# Work required
Please restate the material below word for word, from the first line through the one that contains "2px #685234) drop-shadow(0", inclusive.

---+---

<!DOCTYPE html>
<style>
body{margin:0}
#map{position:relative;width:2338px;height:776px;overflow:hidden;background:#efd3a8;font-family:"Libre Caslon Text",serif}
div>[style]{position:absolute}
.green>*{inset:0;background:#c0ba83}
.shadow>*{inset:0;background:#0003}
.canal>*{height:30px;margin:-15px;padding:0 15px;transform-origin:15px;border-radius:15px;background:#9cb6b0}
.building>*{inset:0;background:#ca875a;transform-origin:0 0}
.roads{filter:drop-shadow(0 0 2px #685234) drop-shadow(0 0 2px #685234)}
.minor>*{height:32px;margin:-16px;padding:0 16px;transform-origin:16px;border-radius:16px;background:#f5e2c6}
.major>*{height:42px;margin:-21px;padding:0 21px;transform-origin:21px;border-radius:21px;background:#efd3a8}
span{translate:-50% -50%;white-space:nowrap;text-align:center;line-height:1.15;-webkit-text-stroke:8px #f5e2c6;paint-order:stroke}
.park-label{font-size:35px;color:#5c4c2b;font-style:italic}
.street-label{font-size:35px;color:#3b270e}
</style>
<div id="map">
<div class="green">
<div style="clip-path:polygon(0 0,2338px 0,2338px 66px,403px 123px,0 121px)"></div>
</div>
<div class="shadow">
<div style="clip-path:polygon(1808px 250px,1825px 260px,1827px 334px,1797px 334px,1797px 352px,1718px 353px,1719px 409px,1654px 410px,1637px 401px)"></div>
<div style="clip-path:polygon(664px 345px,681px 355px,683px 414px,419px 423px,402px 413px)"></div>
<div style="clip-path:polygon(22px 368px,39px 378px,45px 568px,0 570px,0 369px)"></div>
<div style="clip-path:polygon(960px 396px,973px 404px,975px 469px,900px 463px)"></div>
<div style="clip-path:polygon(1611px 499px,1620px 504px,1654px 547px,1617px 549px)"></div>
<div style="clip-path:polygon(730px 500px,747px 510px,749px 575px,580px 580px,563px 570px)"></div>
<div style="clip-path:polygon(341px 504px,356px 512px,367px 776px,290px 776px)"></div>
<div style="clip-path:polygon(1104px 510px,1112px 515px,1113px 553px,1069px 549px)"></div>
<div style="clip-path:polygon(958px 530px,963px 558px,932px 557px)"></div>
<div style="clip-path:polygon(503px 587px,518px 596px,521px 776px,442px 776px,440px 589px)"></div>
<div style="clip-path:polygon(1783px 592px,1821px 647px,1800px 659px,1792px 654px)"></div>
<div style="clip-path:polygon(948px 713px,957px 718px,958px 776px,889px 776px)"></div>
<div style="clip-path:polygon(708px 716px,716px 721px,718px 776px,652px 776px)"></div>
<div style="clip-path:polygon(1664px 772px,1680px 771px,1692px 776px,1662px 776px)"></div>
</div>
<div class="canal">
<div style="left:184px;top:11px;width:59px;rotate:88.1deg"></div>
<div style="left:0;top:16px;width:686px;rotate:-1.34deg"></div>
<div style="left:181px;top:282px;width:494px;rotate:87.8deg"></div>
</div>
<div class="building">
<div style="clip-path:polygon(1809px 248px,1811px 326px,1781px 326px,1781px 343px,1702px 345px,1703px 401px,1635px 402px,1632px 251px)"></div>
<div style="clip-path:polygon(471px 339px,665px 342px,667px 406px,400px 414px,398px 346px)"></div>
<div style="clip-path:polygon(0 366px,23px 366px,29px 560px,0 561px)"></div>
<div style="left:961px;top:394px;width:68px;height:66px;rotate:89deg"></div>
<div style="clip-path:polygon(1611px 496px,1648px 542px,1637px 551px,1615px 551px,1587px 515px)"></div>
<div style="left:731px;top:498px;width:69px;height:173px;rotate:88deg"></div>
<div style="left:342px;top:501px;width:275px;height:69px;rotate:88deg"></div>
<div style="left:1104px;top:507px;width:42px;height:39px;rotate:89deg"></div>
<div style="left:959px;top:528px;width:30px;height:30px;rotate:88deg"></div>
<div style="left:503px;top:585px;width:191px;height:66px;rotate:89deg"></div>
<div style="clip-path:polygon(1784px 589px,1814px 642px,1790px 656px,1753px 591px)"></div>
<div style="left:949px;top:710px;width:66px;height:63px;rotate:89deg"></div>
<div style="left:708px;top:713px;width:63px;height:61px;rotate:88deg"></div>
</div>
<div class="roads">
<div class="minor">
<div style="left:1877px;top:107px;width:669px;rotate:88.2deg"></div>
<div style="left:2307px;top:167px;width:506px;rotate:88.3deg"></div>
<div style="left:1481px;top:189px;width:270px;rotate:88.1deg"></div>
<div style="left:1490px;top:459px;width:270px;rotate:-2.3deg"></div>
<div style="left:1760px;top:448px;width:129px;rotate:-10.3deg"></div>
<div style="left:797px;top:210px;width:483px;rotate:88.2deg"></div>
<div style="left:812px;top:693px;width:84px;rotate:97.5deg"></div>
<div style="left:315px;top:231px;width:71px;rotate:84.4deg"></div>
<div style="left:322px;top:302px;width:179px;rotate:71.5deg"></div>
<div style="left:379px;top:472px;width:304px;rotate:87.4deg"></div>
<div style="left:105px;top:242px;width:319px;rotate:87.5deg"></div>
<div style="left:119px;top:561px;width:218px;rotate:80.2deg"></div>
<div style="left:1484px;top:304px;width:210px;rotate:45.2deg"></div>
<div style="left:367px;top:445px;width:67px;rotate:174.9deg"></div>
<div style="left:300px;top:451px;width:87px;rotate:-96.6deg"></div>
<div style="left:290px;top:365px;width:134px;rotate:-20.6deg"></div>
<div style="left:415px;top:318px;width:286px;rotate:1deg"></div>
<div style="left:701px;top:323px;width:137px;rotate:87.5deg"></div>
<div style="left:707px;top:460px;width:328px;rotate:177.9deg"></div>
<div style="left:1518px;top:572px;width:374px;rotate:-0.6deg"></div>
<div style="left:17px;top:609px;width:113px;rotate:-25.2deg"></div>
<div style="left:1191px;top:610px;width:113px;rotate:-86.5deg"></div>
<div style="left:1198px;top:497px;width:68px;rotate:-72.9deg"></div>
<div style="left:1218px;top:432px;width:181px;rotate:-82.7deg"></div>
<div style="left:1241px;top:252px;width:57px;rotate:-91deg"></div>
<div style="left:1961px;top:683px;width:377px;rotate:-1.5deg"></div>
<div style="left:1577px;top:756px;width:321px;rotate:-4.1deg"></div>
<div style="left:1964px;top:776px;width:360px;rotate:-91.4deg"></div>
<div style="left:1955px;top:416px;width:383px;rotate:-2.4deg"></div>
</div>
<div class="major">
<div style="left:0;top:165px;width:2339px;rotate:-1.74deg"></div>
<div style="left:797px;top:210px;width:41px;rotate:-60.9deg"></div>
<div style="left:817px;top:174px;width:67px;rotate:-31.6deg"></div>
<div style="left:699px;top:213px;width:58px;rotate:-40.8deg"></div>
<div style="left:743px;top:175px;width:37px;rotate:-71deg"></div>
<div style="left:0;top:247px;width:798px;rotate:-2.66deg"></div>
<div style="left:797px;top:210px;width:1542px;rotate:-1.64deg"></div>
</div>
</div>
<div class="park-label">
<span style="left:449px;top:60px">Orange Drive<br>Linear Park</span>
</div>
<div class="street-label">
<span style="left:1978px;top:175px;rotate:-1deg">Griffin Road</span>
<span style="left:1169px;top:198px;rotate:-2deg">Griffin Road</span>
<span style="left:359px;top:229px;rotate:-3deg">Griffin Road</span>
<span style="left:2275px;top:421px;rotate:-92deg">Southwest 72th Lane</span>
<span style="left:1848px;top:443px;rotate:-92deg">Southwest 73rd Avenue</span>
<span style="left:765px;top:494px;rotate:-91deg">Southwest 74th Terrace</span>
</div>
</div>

---+---

# Worked solution
<!DOCTYPE html>
<style>
body{margin:0}
#map{position:relative;width:2338px;height:776px;overflow:hidden;background:#efd3a8;font-family:"Libre Caslon Text",serif}
div>[style]{position:absolute}
.green>*{inset:0;background:#c0ba83}
.shadow>*{inset:0;background:#0003}
.canal>*{height:30px;margin:-15px;padding:0 15px;transform-origin:15px;border-radius:15px;background:#9cb6b0}
.building>*{inset:0;background:#ca875a;transform-origin:0 0}
.roads{filter:drop-shadow(0 0 2px #685234) drop-shadow(0 0 2px #685234)}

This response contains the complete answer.